1962 : cessez-le-feu. 2022 : cessez le jeu… la partie est finie !

Indépendance

La révolution du 1er novembre 1954 a été enfantée par les massacres du 08 mai 1945, a grandi dans les maquis de l’intérieur et fût adoptée à l’âge adulte par l’armée des frontières qui en fera son étendard.

En posant la violence comme solution ultime au drame de la colonisation, la révolution du 1er novembre 1954 a été amenée à faire de l’armée, la source exclusive du pouvoir en Algérie.  Forts de cette légitimité historique, les dirigeants algériens vont faire du secteur des hydrocarbures la source exclusive des revenus du pays rendant obligatoire le recours aux importations pour satisfaire les besoins du marché local notamment en biens de consommation finale (se nourrir, se vêtir, se loger, se soigner, s’armer, s’informer, s’instruire, voyager, s’éteindre …).

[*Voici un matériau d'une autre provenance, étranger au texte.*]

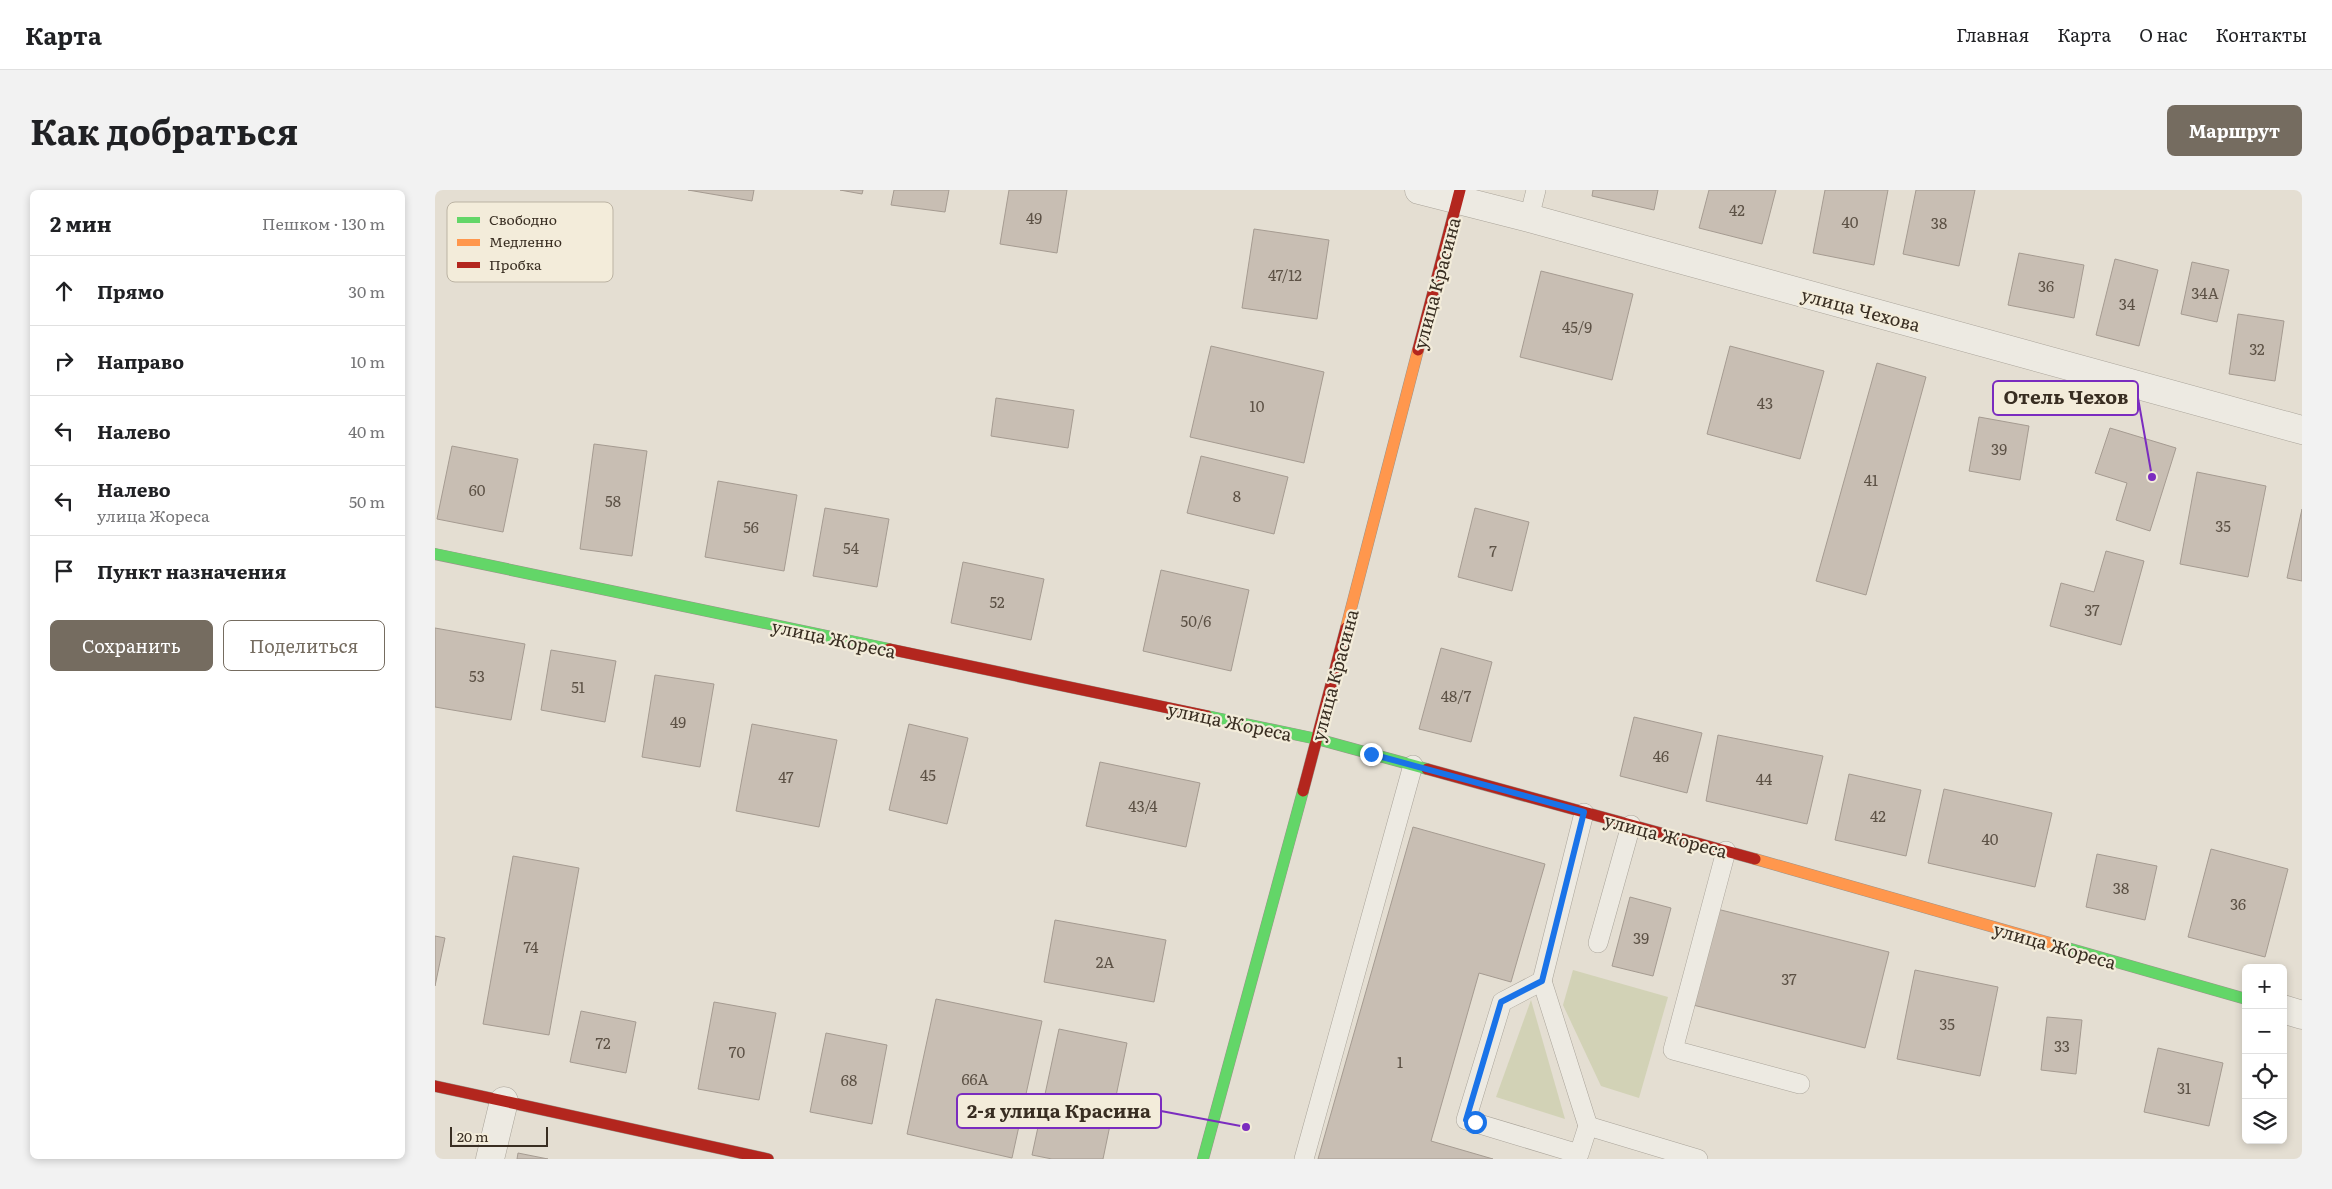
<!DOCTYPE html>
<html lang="ru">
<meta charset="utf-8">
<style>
:root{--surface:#fff;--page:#f2f2f2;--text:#202124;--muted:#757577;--line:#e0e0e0;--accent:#756c60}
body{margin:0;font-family:Literata,serif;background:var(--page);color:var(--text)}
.controls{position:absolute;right:15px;bottom:15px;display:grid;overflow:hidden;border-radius:8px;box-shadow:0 2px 8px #0003}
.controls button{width:45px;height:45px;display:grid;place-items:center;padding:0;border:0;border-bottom:1px solid var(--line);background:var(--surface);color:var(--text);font:25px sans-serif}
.scale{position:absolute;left:15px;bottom:12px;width:98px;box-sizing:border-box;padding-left:5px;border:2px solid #392e22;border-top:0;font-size:14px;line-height:18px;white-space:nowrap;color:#392e22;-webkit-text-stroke:4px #f3ecda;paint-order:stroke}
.stop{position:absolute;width:15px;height:15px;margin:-11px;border:4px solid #1a73e8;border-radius:50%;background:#fff}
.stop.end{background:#1a73e8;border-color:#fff;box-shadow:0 1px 5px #0008}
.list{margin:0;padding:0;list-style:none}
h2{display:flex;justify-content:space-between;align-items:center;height:65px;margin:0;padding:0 20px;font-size:21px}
h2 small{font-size:16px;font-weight:400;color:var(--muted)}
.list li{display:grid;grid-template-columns:32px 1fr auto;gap:15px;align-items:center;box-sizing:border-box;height:70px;padding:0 20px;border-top:1px solid var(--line)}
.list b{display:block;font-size:19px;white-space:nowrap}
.list p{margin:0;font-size:16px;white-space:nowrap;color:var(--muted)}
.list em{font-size:16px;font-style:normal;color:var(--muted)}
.actions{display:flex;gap:10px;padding:15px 20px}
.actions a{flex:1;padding:11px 0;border:1px solid var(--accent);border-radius:8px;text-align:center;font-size:18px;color:var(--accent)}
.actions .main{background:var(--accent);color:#fff}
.icon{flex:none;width:28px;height:28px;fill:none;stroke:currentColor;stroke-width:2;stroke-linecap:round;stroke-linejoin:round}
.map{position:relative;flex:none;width:1867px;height:969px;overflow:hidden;border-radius:8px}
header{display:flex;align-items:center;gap:30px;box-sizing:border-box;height:70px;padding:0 25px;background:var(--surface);border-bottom:1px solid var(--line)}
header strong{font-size:24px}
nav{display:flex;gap:28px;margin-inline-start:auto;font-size:18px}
.intro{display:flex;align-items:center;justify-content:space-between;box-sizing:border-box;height:120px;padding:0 30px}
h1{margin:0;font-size:35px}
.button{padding:12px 22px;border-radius:8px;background:var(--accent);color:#fff;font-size:18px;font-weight:700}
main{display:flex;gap:30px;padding:0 30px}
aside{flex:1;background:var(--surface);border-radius:8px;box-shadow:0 2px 8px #0003}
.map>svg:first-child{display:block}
.green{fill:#d2d2b6}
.building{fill:#c8beb3;stroke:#a59b91}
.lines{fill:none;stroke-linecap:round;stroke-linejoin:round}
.lane-casing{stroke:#aaa49a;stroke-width:20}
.street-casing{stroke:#aaa49a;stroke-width:29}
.fast-casing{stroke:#9a938a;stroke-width:12}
.slow-casing{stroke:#9a938a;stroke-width:12}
.jam-casing{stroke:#9a938a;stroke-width:12}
.lane{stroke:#edeae2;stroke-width:19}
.street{stroke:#edeae2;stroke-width:28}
.fast{stroke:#63d668;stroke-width:11}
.slow{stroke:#ff974d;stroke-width:11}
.jam{stroke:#b3261e;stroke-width:11}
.route{stroke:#1a73e8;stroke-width:6}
.labels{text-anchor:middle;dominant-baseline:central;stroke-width:4.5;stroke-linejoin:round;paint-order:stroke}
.number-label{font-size:15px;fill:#5d5246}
.street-label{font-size:18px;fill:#392e22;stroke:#f3ecda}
.key{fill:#f3ecda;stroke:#bbb3a3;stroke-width:1}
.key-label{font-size:14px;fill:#392e22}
.leader{fill:none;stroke:#7b2cbf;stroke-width:2}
.callout-dot{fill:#7b2cbf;stroke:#f3ecda;stroke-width:2}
.callout{fill:#f3ecda;stroke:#7b2cbf;stroke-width:2}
.callout-label{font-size:19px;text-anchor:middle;font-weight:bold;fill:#392e22}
</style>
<header>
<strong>Карта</strong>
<nav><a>Главная</a><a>Карта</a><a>О нас</a><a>Контакты</a></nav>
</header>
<div class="intro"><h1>Как добраться</h1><a class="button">Маршрут</a></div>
<main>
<aside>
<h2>2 мин<small>Пешком · 130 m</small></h2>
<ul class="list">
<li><svg class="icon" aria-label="ahead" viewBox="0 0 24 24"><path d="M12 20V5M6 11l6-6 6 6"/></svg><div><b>Прямо</b></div><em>30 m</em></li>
<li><svg class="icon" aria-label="right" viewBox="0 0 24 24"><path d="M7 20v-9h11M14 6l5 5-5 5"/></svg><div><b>Направо</b></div><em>10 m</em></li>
<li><svg class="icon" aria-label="left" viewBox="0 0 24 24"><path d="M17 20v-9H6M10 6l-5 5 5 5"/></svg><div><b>Налево</b></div><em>40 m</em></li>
<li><svg class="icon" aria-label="left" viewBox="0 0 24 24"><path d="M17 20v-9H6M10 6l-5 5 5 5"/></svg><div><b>Налево</b><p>улица Жореса</p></div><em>50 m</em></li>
<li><svg class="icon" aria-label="arrive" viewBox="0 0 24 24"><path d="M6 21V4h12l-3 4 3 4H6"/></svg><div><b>Пункт назначения</b></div></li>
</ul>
<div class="actions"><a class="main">Сохранить</a><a>Поделиться</a></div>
</aside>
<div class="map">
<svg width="1867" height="969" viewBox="0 0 1867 969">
<rect width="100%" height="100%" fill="#e4ded2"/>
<g class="green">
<polygon points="1138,780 1233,807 1204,908 1166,896 1128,815"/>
<polygon points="1096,810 1130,929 1061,907"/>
</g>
<g class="building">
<polygon points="253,0 319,0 317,11"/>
<polygon points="405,0 428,0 427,4"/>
<polygon points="459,0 514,0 510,22 456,15"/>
<polygon points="574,0 632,0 622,63 565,54"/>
<polygon points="1158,0 1223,0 1219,20 1157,6"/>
<polygon points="1274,0 1341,0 1327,54 1264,38"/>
<polygon points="1390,0 1453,0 1439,75 1378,63"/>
<polygon points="1481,0 1540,0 1524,76 1468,64"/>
<polygon points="819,39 894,50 882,129 807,118"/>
<polygon points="1584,63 1649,75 1639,128 1573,115"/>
<polygon points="1680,69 1723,80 1704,156 1661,145"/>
<polygon points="1757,72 1794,80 1782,132 1746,124"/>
<polygon points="1106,81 1198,104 1177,190 1085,167"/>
<polygon points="1803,124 1849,131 1840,191 1794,184"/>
<polygon points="776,156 889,182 869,273 755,247"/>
<polygon points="1295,156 1389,181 1365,269 1272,244"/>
<polygon points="1442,173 1491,187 1431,405 1381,391"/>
<polygon points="561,208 639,220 633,258 556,246"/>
<polygon points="1544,227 1594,236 1585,290 1534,281"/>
<polygon points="1675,238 1741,258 1715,341 1681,330 1692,293 1660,283"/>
<polygon points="159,254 212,261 197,366 145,359"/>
<polygon points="17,256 83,269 68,342 2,329"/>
<polygon points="766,266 853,287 839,344 752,323"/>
<polygon points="1762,282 1831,296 1813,387 1745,374"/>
<polygon points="283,291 362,305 349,381 270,367"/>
<polygon points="390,318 454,329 442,397 378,386"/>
<polygon points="1040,318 1094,332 1077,401 1023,387"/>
<polygon points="1867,319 1867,391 1852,388"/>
<polygon points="1671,361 1709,371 1686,455 1615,436 1626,393 1659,402"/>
<polygon points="528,372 609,389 596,450 516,433"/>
<polygon points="726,380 814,400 796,481 708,461"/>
<polygon points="0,438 90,454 76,530 0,517"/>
<polygon points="1006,458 1057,472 1036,552 984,539"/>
<polygon points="116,460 181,471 170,532 106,520"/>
<polygon points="220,485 279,494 265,577 207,567"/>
<polygon points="1199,527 1267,543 1252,603 1185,586"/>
<polygon points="317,534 402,550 384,637 301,621"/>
<polygon points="474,534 533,548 512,634 454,620"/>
<polygon points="1283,545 1388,566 1372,634 1271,611"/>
<polygon points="665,572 765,593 751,657 651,636"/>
<polygon points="1414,584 1486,600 1471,666 1400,650"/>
<polygon points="1509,599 1617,623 1600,697 1493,673"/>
<polygon points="978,637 1110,674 1076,792 1044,783 996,951 1058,969 883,969"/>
<polygon points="1776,659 1853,679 1830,767 1753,747"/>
<polygon points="1662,664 1722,676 1710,730 1651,717"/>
<polygon points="78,666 144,678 114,845 48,834"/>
<polygon points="1195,707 1236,718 1218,786 1177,776"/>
<polygon points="1278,718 1454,762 1430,858 1254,814"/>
<polygon points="620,730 731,750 719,812 609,792"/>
<polygon points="0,746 10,748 0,796"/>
<polygon points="1480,780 1563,797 1545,886 1462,869"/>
<polygon points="501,809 607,831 577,968 472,944"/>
<polygon points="279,812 341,823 324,910 263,899"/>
<polygon points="146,821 201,832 191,883 135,872"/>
<polygon points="1612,827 1647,830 1641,884 1606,880"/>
<polygon points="624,839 692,853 668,969 617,969 597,965"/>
<polygon points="391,843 452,855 437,934 375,922"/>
<polygon points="1723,858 1788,873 1774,936 1709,922"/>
<polygon points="83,963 113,969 82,969"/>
</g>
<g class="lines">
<g class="lane-casing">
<g id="lane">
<polyline points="1094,28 1101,0"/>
<polyline points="1149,623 1107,791 1067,812 1031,930 1144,964 1153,936 1263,969"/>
<polyline points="1291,661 1238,860 1365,894"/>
<polyline points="1163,753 1196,635"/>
<polyline points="1107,791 1153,936"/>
<polyline points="869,969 978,575"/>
</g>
</g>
<g class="street-casing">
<g id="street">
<polyline points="984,0 1094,28 1867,240"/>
<polyline points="1848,819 1867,825"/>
<polyline points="55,969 69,911"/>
</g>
</g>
<g class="fast-casing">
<g id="fast">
<polyline points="0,364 454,459"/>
<polyline points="772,526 882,549 992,579"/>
<polyline points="1622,755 1811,809"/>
<polyline points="768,969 868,601"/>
</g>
</g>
<g class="slow-casing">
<g id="slow">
<polyline points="911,438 983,160"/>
<polyline points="1320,669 1622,755"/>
</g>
</g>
<g class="jam-casing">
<g id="jam">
<polyline points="983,160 1025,0"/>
<polyline points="454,459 772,526"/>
<polyline points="992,579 1320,669"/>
<polyline points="868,601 911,438"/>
<polyline points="0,896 333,969"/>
</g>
</g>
<use href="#lane" class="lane"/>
<use href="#street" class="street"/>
<use href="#fast" class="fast"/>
<use href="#slow" class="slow"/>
<use href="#jam" class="jam"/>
</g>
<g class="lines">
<polyline class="route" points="936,564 1149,622 1107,791 1066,812 1031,930 1040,932"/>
</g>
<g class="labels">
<g class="number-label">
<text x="1302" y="19">42</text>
<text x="599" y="27">49</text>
<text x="1415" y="31">40</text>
<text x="1504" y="32">38</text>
<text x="850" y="84">47/12</text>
<text x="1611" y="95">36</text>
<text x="1770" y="102">34А</text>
<text x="1692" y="113">34</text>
<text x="1142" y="136">45/9</text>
<text x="1822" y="158">32</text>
<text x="1330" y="212">43</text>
<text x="822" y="215">10</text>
<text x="1564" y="258">39</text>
<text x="1436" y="289">41</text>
<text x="42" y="299">60</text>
<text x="802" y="305">8</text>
<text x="178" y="310">58</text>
<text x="1788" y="335">35</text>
<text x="316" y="336">56</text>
<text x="416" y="357">54</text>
<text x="1058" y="360">7</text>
<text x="562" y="411">52</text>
<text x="1657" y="419">37</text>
<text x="761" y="430">50/6</text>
<text x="42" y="485">53</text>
<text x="143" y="496">51</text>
<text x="1021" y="505">48/7</text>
<text x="243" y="531">49</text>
<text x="1226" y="565">46</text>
<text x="493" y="584">45</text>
<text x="351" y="586">47</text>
<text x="1329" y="588">44</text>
<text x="708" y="615">43/4</text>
<text x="1443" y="625">42</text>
<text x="1555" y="648">40</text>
<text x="1686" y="697">38</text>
<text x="1803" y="713">36</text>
<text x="1206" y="747">39</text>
<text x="96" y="756">74</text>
<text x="670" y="771">2А</text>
<text x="1354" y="788">37</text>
<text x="1512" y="833">35</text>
<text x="168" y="852">72</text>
<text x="1627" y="855">33</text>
<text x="302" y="861">70</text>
<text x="965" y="871">1</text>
<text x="540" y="888">66А</text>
<text x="414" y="889">68</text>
<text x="1749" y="897">31</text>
</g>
<g class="street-label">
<text transform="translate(1001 93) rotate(-75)">улица Красина</text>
<text transform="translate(1426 119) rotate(15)">улица Чехова</text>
<text transform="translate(399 448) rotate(12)">улица Жореса</text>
<text transform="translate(899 485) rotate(-75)">улица Красина</text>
<text transform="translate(795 531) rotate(12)">улица Жореса</text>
<text transform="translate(1231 645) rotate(15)">улица Жореса</text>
<text transform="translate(1620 755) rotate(16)">улица Жореса</text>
</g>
</g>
<rect x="12" y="12" width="166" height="80" rx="8" class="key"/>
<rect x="22" y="27" width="23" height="6" fill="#63d668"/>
<rect x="22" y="49" width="23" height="7" fill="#ff974d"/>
<rect x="22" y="72" width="23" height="6" fill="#b3261e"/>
<g class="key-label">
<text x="54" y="35">Свободно</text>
<text x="54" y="57">Медленно</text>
<text x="54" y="80">Пробка</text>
</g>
<path class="leader" d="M1717 287L1703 208M811 937L726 921"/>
<g class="callout-dot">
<circle cx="1717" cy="287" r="5"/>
<circle cx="811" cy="937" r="5"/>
</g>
<g class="callout">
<rect x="1558" y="191" width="145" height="34" rx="5"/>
<rect x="522" y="904" width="204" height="34" rx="5"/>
</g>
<g class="callout-label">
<text x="1631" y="214">Отель Чехов</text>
<text x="624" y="928">2-я улица Красина</text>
</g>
</svg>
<div class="controls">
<button>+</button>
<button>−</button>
<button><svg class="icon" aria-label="locate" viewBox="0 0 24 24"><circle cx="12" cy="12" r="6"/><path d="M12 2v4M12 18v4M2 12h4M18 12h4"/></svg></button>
<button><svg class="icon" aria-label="layers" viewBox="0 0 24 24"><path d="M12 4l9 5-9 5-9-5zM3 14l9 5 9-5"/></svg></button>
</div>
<div class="scale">20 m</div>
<div class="stop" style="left:1040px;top:932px"></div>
<div class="stop end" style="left:936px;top:564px"></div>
</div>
</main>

Le pétrole et l’armée vont former un couple inséparable où le pétrole va jouer le rôle de mère  nourricière éternelle et l’armée de père protecteur invincible d’une population infantilisée Un régime politique à hégémonie militaire durable entretenu par une rente pétrolière et gazière a pris forme  C’est une tendance lourde de l’histoire de l’Algérie contemporaine.

Ses racines remontent à la lutte de libération. Pour affronter l’armée coloniale les mains nues, il fallait recourir aux trésors d’imagination, de clanisme, de solidarité, d’audace, de malice, et de fourberie enfouis dans les profondeurs de la société algérienne en partant du fait que «la ruse supplée à la force : si on n’est pas lion on se fait renard ».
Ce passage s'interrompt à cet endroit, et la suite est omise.